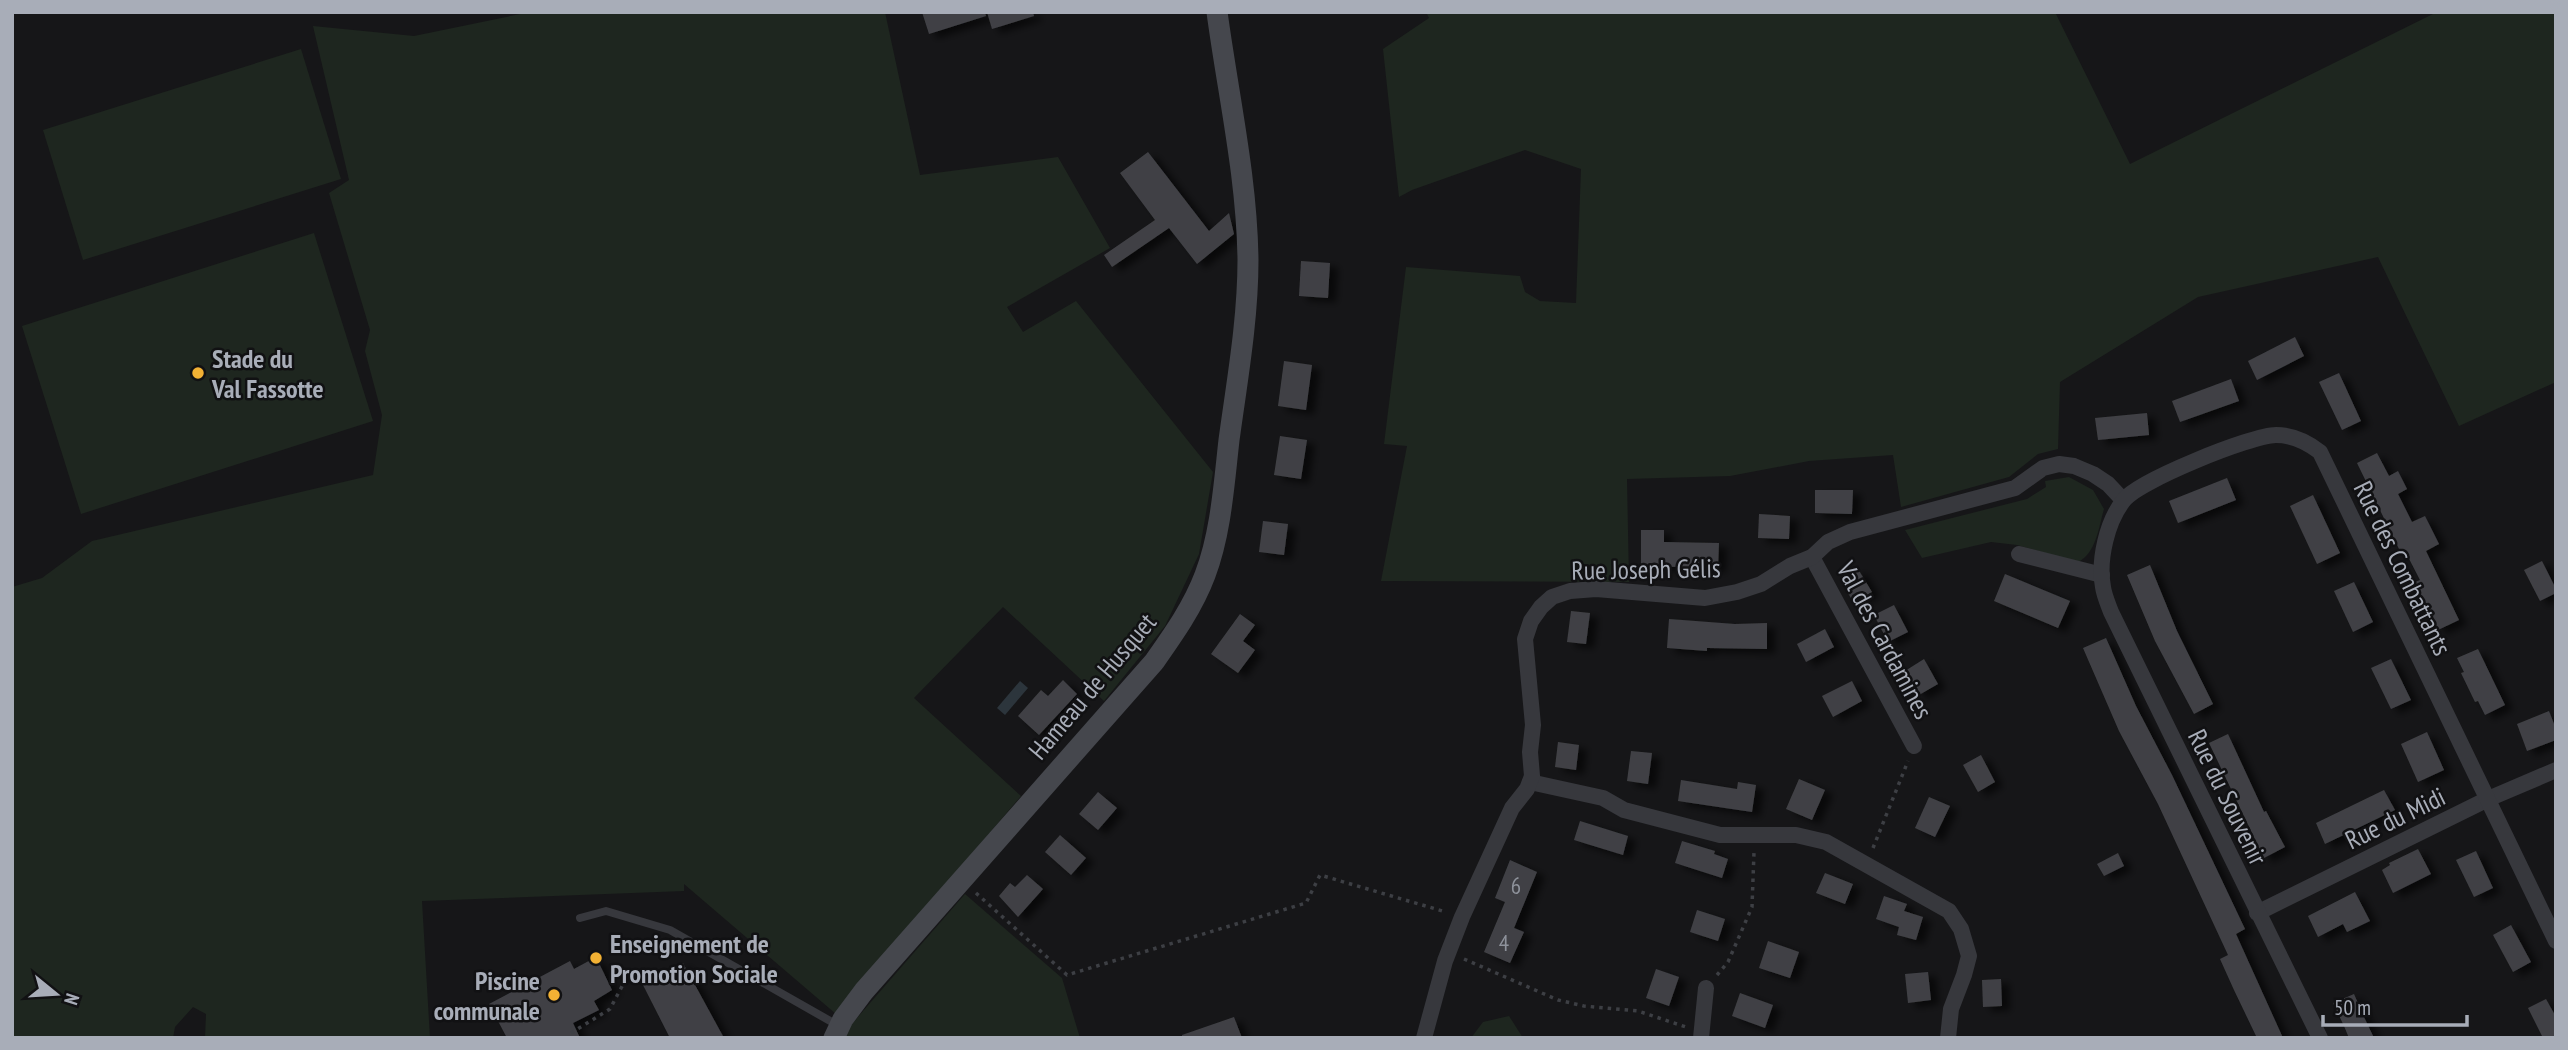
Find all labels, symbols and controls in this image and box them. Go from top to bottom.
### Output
place label: Stade du Val Fassotte [211,342,324,405]
marker: Stade du Val Fassotte [190,365,206,381]
street label: Rue des Combattants [2347,476,2459,660]
street label: Rue Joseph Gélis [1571,551,1721,587]
street label: Val des Cardamines [1829,555,1940,724]
street label: Hameau de Husquet [1021,606,1163,766]
street label: Rue du Souvenir [2181,724,2275,870]
street label: Rue du Midi [2340,780,2450,856]
house number: 6 [1511,871,1521,900]
place label: Enseignement de Promotion Sociale [610,927,778,990]
house number: 4 [1499,928,1509,957]
marker: Enseignement de Promotion Sociale [588,950,604,966]
north arrow [21,959,91,1029]
place label: Piscine communale [434,964,540,1027]
scale bar [2323,984,2466,1028]
marker: Piscine communale [546,987,562,1003]
text: N [59,991,85,1008]
text: 50 m [2334,994,2371,1021]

▸ Brief
What is needed here is an exact transcript of the data above, pictures excluded.

▸ Finished exercise
Find all labels, symbols and controls in this image and box them. Go from top to bottom.
### Output
place label: Stade du Val Fassotte [211,342,324,405]
marker: Stade du Val Fassotte [190,365,206,381]
street label: Rue des Combattants [2347,476,2459,660]
street label: Rue Joseph Gélis [1571,551,1721,587]
street label: Val des Cardamines [1829,555,1940,724]
street label: Hameau de Husquet [1021,606,1163,766]
street label: Rue du Souvenir [2181,724,2275,870]
street label: Rue du Midi [2340,780,2450,856]
house number: 6 [1511,871,1521,900]
place label: Enseignement de Promotion Sociale [610,927,778,990]
house number: 4 [1499,928,1509,957]
marker: Enseignement de Promotion Sociale [588,950,604,966]
north arrow [21,959,91,1029]
place label: Piscine communale [434,964,540,1027]
scale bar [2323,984,2466,1028]
marker: Piscine communale [546,987,562,1003]
text: N [59,991,85,1008]
text: 50 m [2334,994,2371,1021]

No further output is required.